La lettura è stata lunga e lenta perché lungo e di una lentezza spaventosa è questo conflitto in corso da più di 70 anni. Sembra un voler mettere “a posto” le cose mostrando che le colpe sono come al solito da entrambe le parti e che con un briciolo in più di impegno da ogni parte si potrebbe arrivare perlomeno alla fine di questa guerra continua: la convivenza? Dura da mettere in pratica perché l’odio tra i due popoli è ormai viscerale e di così lunga data e perché sono troppo poche le persone coinvolte che davvero vorrebbero la pace.

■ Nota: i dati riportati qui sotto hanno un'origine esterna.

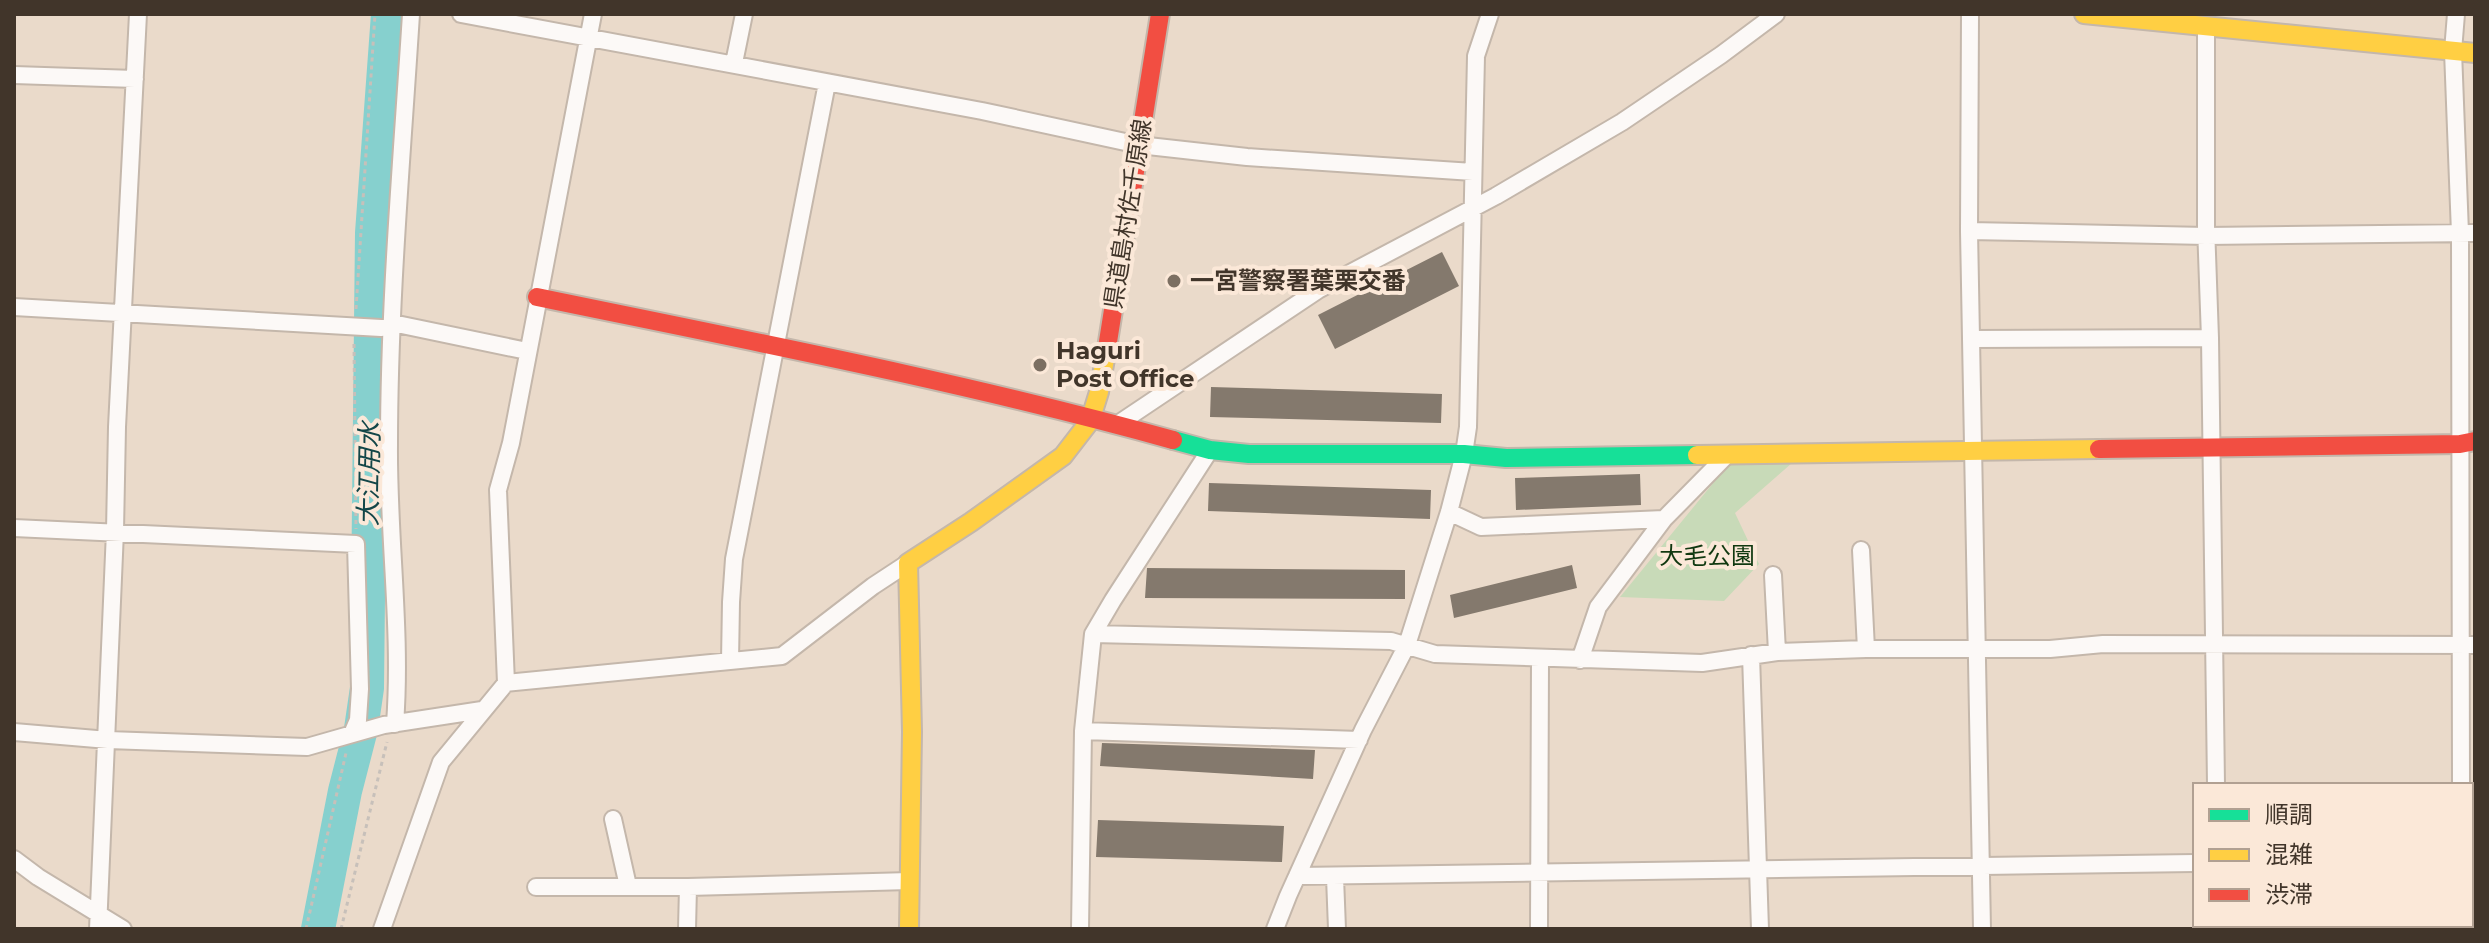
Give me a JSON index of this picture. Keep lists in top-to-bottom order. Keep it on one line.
{"streets":{"street":["県道島村佐千原線"]},"water":["大江用水"],"parks":["大毛公園"],"places":["一宮警察署葉栗交番","Haguri Post Office"],"legend":["順調","混雑","渋滞"]}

Interessante antologia raccolta di saggi scritti dal celebre storico israeliano Benny Morris nell'arco di una quindicina d'anni, e che non riguardano solamente “singoli episodi accaduti fra il 1948 e il 1949” come scritto nella fuorviante sinossi, ma che spaziano su un po' tutta la questione israelo-palestinese. Libro importante ed interessante anche solo perché l'autore, spesso impropriamente portato ad esempio in Italia di quegli ebrei “buoni” da opporre ai “cattivi” che ad es. votano Likud, quando parla della dirigenza palestinese non usa toni e parole molto diverse da quelle di un Netanyahu o qualsiasi altro “falco” della politica israeliana. Ma è da leggere anche da chi crede che gli israeliani durante o immediatamente dopo la guerra del '48 si siano sempre e in ogni caso comportati in maniera impeccabile e al di sopra di ogni critica umanitaria. 1948 inizia col diario “dal carcere” dell'autore, carcere militare a cui era stato condannato per il suo rifiuto di servire come riservista in Cisgiordania per concludersi con una lunga intervista a Ehud Barak sul “fiasco” dei negoziati di Camp David, quando Arafat rifiutò qualsiasi proposta israeliana e immediatamente dopo iniziò la durissima e sanguinosa Seconda Intifada. La parte centrale e più importante del libro è composta da alcuni saggi sulla situazione, l'esodo (più o meno forzato) o al contrario i motivi della sopravvivenza di comunità arabe rimaste all'interno della linea verde, nei territori controllati dallo stato ebraico, al termine della guerra del '48.